--- Work task ---
The line containing "filter:drop-shadow(0 0 2px" marks the end; write out exactly every line from the start of the data up to and including it, without the pictures.

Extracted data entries
------------------------------------------------------------

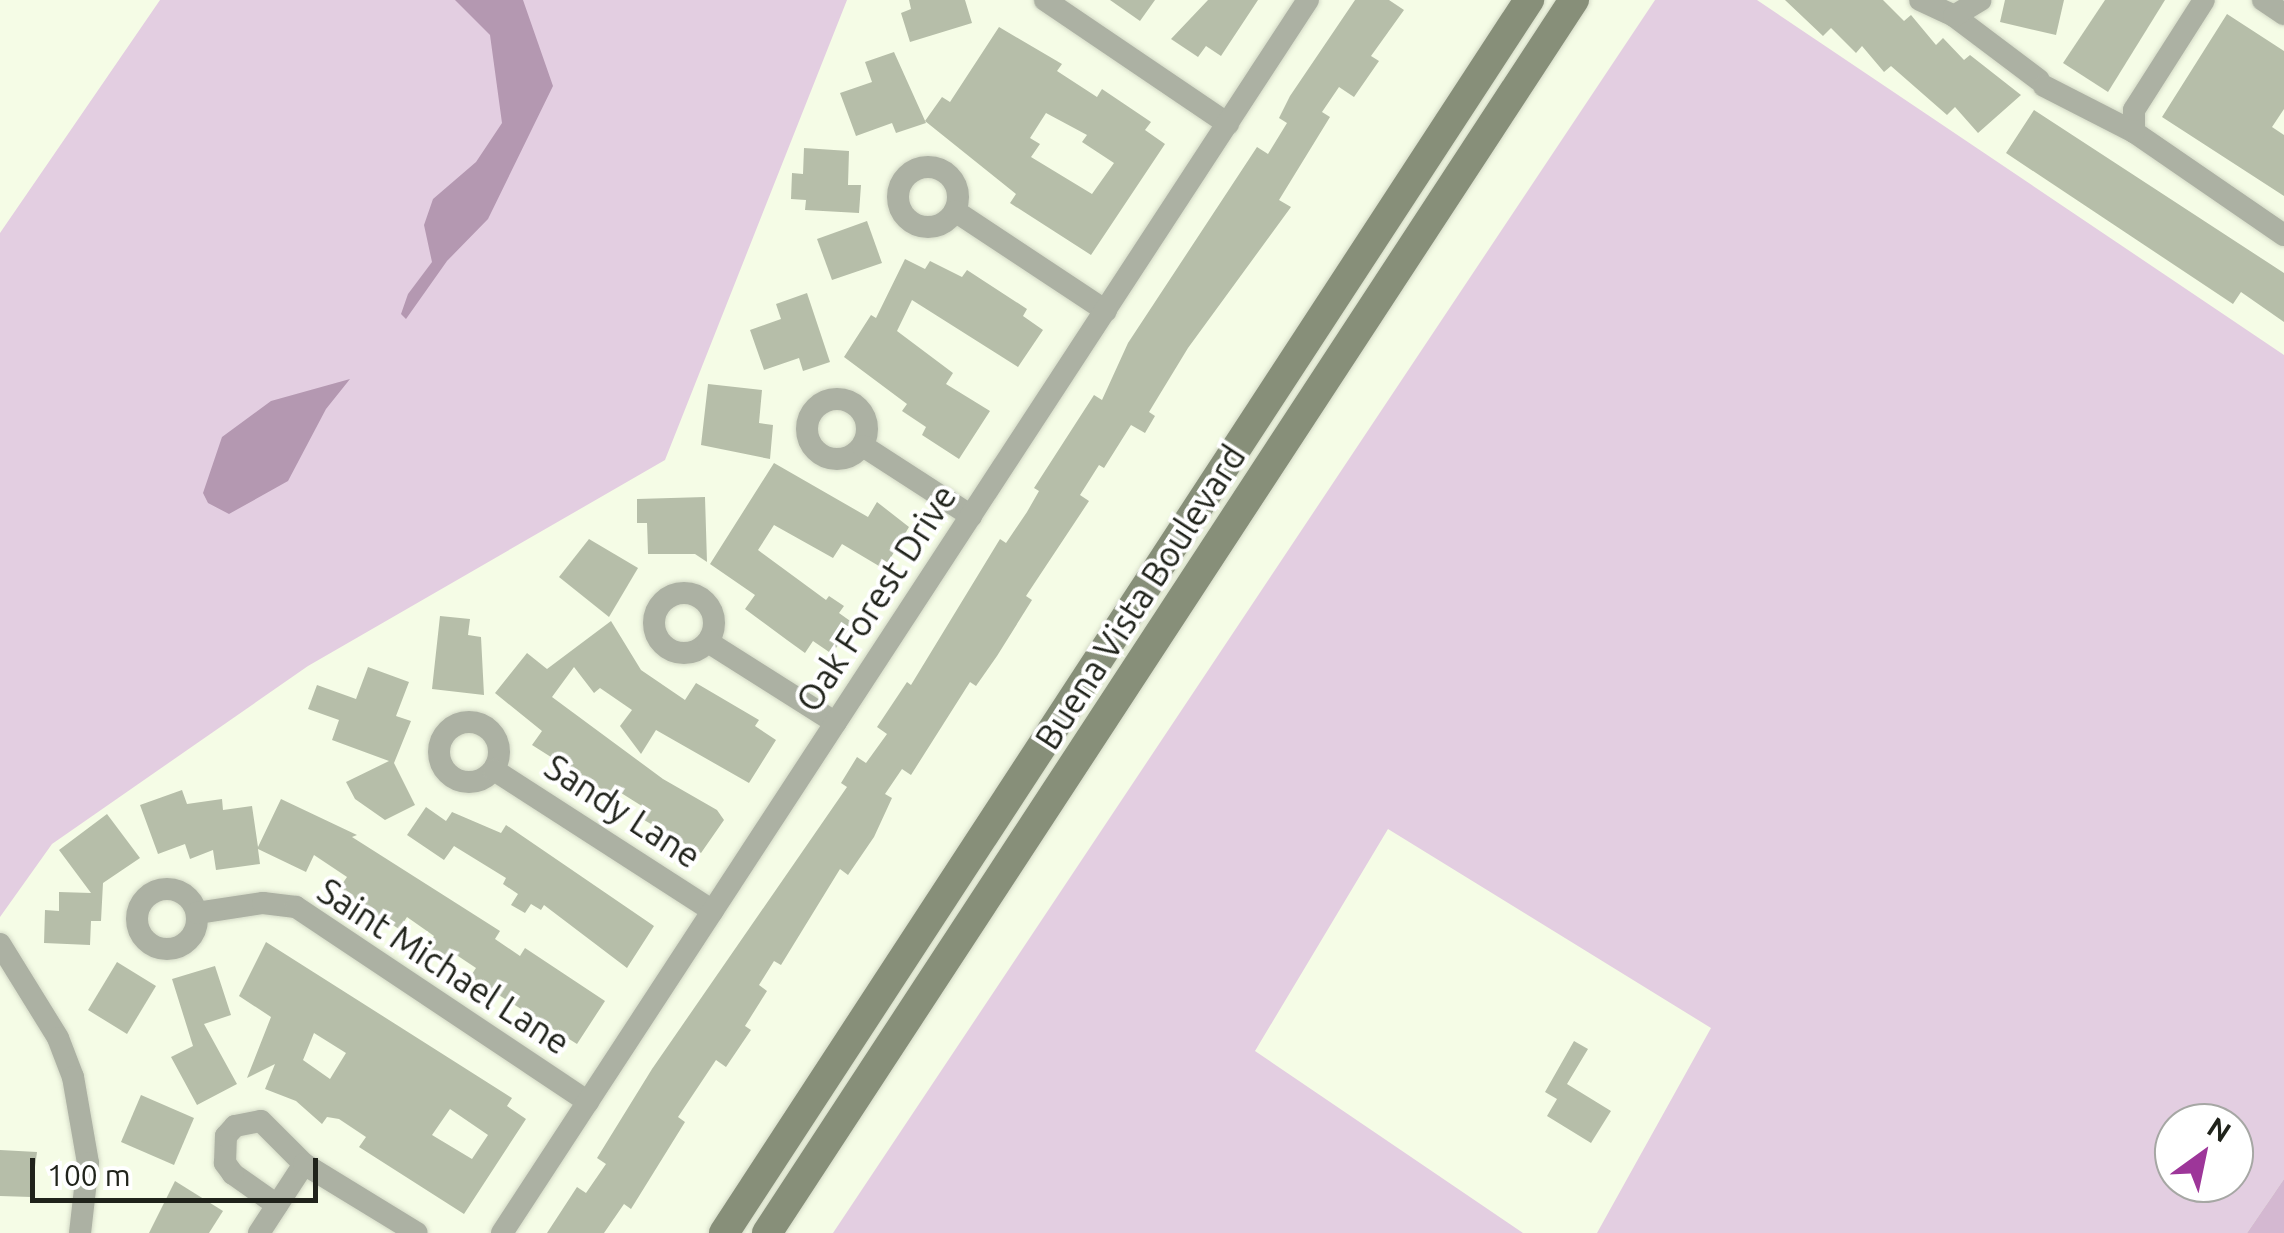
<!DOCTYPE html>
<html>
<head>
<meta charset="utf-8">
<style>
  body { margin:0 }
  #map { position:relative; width:2284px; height:1233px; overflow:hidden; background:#f5fce6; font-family:Ubuntu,sans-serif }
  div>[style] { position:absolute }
  .green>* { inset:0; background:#e3cee1 }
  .forest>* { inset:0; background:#d4b8d1 }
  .water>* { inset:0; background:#b498b1 }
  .building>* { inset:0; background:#b6bea9 }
  .roads { filter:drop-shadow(0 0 2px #d3d9c6) drop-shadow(0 0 2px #d3d9c6) }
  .street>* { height:22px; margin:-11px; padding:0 11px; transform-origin:11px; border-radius:11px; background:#acb1a3 }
  .street>.ring { margin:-11px; padding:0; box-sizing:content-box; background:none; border:22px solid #acb1a3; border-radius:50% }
  .secondary>* { height:30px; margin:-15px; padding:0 15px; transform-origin:15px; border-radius:15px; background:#878f79 }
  span { translate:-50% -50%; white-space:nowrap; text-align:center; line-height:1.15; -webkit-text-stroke:8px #fff; paint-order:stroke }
  .street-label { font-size:35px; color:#20231b }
  .north { position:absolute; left:2154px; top:1103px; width:100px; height:100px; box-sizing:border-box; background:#fff; border:2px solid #a6a7a4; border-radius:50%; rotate:33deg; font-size:28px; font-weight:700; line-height:40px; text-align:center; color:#20231b }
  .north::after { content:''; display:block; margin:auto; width:35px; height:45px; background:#9d3699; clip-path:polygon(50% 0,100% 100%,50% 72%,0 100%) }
  .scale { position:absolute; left:30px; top:1158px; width:288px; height:45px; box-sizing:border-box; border:5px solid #20231b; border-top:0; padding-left:12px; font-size:30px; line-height:35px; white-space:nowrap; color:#20231b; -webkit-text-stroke:8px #fff; paint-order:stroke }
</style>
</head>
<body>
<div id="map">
  <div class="green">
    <div style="clip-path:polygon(160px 0,847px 0,665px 460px,308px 666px,52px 844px,0 917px,0 233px)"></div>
    <div style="clip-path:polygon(evenodd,1655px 0,1757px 0,2284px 355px,2284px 1179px,2247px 1233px,1597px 1233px,1711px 1028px,1388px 829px,1255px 1051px,1523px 1233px,833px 1233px,1655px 0,2174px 1123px,2234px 1123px,2234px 1183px,2174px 1183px,2174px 1123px)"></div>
  </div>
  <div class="forest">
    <div style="clip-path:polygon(2284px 1179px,2284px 1233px,2247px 1233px)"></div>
  </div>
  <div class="water">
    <div style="clip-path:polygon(455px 0,523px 0,553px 86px,488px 219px,447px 261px,406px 319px,401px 314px,408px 294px,432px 262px,424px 225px,433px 199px,476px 162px,502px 123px,490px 35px)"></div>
    <div style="clip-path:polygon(350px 379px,326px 409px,288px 481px,229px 514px,208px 503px,203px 493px,222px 437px,271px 401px)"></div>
  </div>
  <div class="building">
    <div style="clip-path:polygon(909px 0,965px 0,972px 23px,910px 42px,901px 13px,911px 9px)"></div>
    <div style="clip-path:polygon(1110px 0,1155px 0,1140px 21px)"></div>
    <div style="clip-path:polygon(1208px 0,1258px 0,1221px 56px,1206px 46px,1198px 57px,1171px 39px)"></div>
    <div style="clip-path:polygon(1355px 0,1389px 0,1404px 10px,1371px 56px,1379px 61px,1354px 97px,1339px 87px,1322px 112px,1330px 117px,1279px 200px,1291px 207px,1188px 348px,1149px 412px,1155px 416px,1145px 433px,1131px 425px,1104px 468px,1099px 465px,1080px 495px,1089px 501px,1026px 596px,1032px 600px,997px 656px,976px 686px,970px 682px,911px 775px,902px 769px,885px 794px,892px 798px,874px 837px,848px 875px,840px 869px,781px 965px,774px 961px,759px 985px,767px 991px,745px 1026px,751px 1030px,726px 1067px,716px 1060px,678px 1117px,685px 1122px,631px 1209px,624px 1204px,604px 1233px,547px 1233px,577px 1187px,586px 1193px,606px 1164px,597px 1158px,652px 1069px,847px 787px,841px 783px,857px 757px,866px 763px,887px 734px,877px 727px,907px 682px,911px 685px,1000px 539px,1006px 543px,1027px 512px,1039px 491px,1034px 488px,1094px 395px,1102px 400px,1128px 343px,1257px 147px,1268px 154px,1287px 123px,1279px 118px,1290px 96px)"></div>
    <div style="clip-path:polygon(1785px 0,1883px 0,1904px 21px,1911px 15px,1936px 45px,1943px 38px,1964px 60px,1970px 55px,2021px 95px,1978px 133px,1955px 107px,1947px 115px,1891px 66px,1884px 72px,1862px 46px,1856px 53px,1831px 28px,1823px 36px)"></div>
    <div style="clip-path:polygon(2005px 0,2064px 0,2056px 35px,2000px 22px)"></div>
    <div style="clip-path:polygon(2105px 0,2165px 0,2108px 92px,2063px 63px)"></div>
    <div style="clip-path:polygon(2227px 14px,2284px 51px,2284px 109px,2272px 127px,2284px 135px,2284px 196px,2162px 117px)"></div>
    <div style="clip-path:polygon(evenodd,999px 27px,1062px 64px,1057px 71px,1097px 97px,1102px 89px,1151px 122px,1145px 130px,1165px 144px,1091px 255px,1010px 203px,1016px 194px,925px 121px,942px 97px,950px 102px,999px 27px,1046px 113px,1087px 135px,1082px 142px,1114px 163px,1092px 194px,1031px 157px,1040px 144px,1030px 138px,1046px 113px)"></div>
    <div style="clip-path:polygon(894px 52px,926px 123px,896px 133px,892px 123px,856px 136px,840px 93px,872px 82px,865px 62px)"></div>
    <div style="clip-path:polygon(2034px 110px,2284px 273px,2284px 322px,2241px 292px,2233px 304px,2006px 153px)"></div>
    <div style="clip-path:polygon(804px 148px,849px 151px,848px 185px,861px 185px,859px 213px,805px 210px,806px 200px,791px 199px,792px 173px,803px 174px)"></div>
    <div style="clip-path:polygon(867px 221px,882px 263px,832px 280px,817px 239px)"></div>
    <div style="clip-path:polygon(905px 259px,925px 269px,930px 261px,962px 277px,967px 270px,1027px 309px,1023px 316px,1043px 330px,1018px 367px,912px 300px,897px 331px,953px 373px,946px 384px,990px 411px,959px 459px,922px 435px,926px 427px,902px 411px,907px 404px,844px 357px,871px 315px,876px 318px)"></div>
    <div style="clip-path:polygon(807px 293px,830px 362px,803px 371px,799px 358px,764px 370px,750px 330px,781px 319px,776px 304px)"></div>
    <div style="clip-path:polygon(708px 384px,762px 390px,759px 423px,773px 425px,770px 459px,701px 445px)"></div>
    <div style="clip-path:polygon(774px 463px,868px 517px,877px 502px,909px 527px,884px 569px,842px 544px,833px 558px,774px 525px,758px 550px,826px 600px,829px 596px,844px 606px,839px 613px,853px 623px,832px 654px,813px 641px,805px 653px,787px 640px,745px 609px,755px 595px,710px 564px)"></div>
    <div style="clip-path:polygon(705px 497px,707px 562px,695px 554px,648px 554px,647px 523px,637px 523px,637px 499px)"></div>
    <div style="clip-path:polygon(589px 539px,638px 568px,609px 617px,559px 577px)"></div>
    <div style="clip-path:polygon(440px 616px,470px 619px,468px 635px,481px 637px,484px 695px,432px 689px)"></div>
    <div style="clip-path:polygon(611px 621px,641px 670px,685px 700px,696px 683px,759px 720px,755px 726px,776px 740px,749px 783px,656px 730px,641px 754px,620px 726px,632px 710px,600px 688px,594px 693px,574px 667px,552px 697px,663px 779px,717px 810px,724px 820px,701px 853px,639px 817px,645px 808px,618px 791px,614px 797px,532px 745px,542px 731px,495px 693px,527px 653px,547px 669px)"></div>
    <div style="clip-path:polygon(368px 667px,409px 682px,396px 716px,411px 721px,394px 763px,415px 805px,385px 820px,355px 799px,346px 782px,389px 761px,332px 740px,339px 720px,308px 709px,317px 685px,356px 699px)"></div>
    <div style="clip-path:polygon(182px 790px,187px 804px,222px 799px,223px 810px,252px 806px,258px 847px,281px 799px,357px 835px,352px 837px,500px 931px,495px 939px,520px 956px,525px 948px,605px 1001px,577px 1044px,470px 977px,476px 968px,449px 950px,443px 959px,426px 948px,434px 936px,407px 917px,399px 929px,338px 890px,347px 877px,314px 855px,306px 872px,258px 849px,260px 864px,216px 870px,213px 850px,190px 859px,185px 844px,158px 854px,140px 805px)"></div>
    <div style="clip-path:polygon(426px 807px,446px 821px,452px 812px,501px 833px,506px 825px,654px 926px,627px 968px,544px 905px,541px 910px,531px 904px,525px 913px,511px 905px,518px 894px,503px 884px,506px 878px,454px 846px,444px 860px,407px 835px)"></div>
    <div style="clip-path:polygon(107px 814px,140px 858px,103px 883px,101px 921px,91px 921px,90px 945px,44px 943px,45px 910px,59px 911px,59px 892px,91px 893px,59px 850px)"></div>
    <div style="clip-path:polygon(evenodd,266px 942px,512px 1098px,507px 1106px,526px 1119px,464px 1214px,359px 1147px,366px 1137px,339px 1119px,327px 1117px,322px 1124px,296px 1101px,265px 1089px,275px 1064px,247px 1078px,271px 1017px,239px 996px,266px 942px,314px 1033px,346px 1053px,330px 1079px,303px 1060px,314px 1033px,266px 942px,450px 1109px,488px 1135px,472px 1159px,432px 1135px,450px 1109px)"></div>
    <div style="clip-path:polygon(117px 962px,156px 986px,127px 1034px,88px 1010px)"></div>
    <div style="clip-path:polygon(215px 966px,231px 1015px,204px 1024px,237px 1084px,197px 1105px,171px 1057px,193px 1046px,172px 979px)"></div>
    <div style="clip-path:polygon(1574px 1041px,1588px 1049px,1567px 1084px,1611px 1111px,1591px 1143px,1547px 1116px,1557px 1099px,1545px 1092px)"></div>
    <div style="clip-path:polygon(141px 1095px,194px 1118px,174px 1165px,121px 1142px)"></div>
    <div style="clip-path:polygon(0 1150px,37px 1152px,31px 1197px,0 1196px)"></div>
    <div style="clip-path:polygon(175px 1181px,223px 1211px,209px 1233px,149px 1233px)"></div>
  </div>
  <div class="roads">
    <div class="street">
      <div style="left:1045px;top:0;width:221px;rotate:34.1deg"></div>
      <div style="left:1920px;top:0;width:38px;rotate:25deg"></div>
      <div style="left:1954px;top:16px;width:106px;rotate:37deg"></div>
      <div style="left:2263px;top:0;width:25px;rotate:34deg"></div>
      <div style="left:1954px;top:16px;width:31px;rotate:-31deg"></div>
      <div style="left:2044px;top:86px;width:101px;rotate:27.1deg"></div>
      <div style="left:2134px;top:132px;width:182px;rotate:34.5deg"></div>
      <div style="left:2134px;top:132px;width:22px;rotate:-90deg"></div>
      <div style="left:2134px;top:110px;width:130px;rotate:-57.5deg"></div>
      <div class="ring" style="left:898px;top:167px;width:38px;height:38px"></div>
      <div style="left:955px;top:211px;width:181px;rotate:33.5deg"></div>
      <div class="ring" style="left:807px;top:399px;width:38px;height:38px"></div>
      <div style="left:863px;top:446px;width:129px;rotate:32.9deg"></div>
      <div class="ring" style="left:654px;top:593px;width:38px;height:38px"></div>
      <div style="left:708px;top:642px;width:151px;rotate:32.3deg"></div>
      <div class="ring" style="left:439px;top:722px;width:38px;height:38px"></div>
      <div style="left:494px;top:770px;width:260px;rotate:32.8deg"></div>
      <div class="ring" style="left:137px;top:889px;width:38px;height:38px"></div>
      <div style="left:197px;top:913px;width:67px;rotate:-8.6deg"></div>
      <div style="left:263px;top:903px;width:33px;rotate:7deg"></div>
      <div style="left:296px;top:907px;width:351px;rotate:33.7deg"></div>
      <div style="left:0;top:944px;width:110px;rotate:58.3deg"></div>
      <div style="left:58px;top:1038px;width:42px;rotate:69deg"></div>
      <div style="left:73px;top:1077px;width:87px;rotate:80.1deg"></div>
      <div style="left:88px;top:1163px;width:70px;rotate:96.5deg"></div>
      <div style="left:277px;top:1205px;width:54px;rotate:-144.8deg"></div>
      <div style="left:233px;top:1174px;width:14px;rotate:-126deg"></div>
      <div style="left:225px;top:1163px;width:27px;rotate:-88deg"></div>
      <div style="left:226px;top:1136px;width:13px;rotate:-48deg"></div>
      <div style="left:235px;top:1126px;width:26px;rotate:-11deg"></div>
      <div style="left:261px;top:1121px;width:61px;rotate:45deg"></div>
      <div style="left:259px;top:1233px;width:82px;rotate:-56.9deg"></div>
      <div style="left:304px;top:1164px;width:132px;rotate:31.4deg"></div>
      <div style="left:502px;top:1233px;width:1473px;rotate:-56.83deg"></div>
    </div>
    <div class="secondary">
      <div style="left:724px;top:1233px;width:1473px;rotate:-56.86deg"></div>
      <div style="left:767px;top:1233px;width:1474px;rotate:-56.8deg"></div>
    </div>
  </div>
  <div class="street-label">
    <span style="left:1140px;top:597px;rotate:-57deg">Buena Vista Boulevard</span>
    <span style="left:876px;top:598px;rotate:-57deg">Oak Forest Drive</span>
    <span style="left:623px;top:811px;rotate:33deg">Sandy Lane</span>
    <span style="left:444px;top:966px;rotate:33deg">Saint Michael Lane</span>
  </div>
  <div class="north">N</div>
  <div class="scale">100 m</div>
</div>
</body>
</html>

------------------------------------------------------------

--- Expected output ---
<!DOCTYPE html>
<html>
<head>
<meta charset="utf-8">
<style>
  body { margin:0 }
  #map { position:relative; width:2284px; height:1233px; overflow:hidden; background:#f5fce6; font-family:Ubuntu,sans-serif }
  div>[style] { position:absolute }
  .green>* { inset:0; background:#e3cee1 }
  .forest>* { inset:0; background:#d4b8d1 }
  .water>* { inset:0; background:#b498b1 }
  .building>* { inset:0; background:#b6bea9 }
  .roads { filter:drop-shadow(0 0 2px #d3d9c6) drop-shadow(0 0 2px #d3d9c6) }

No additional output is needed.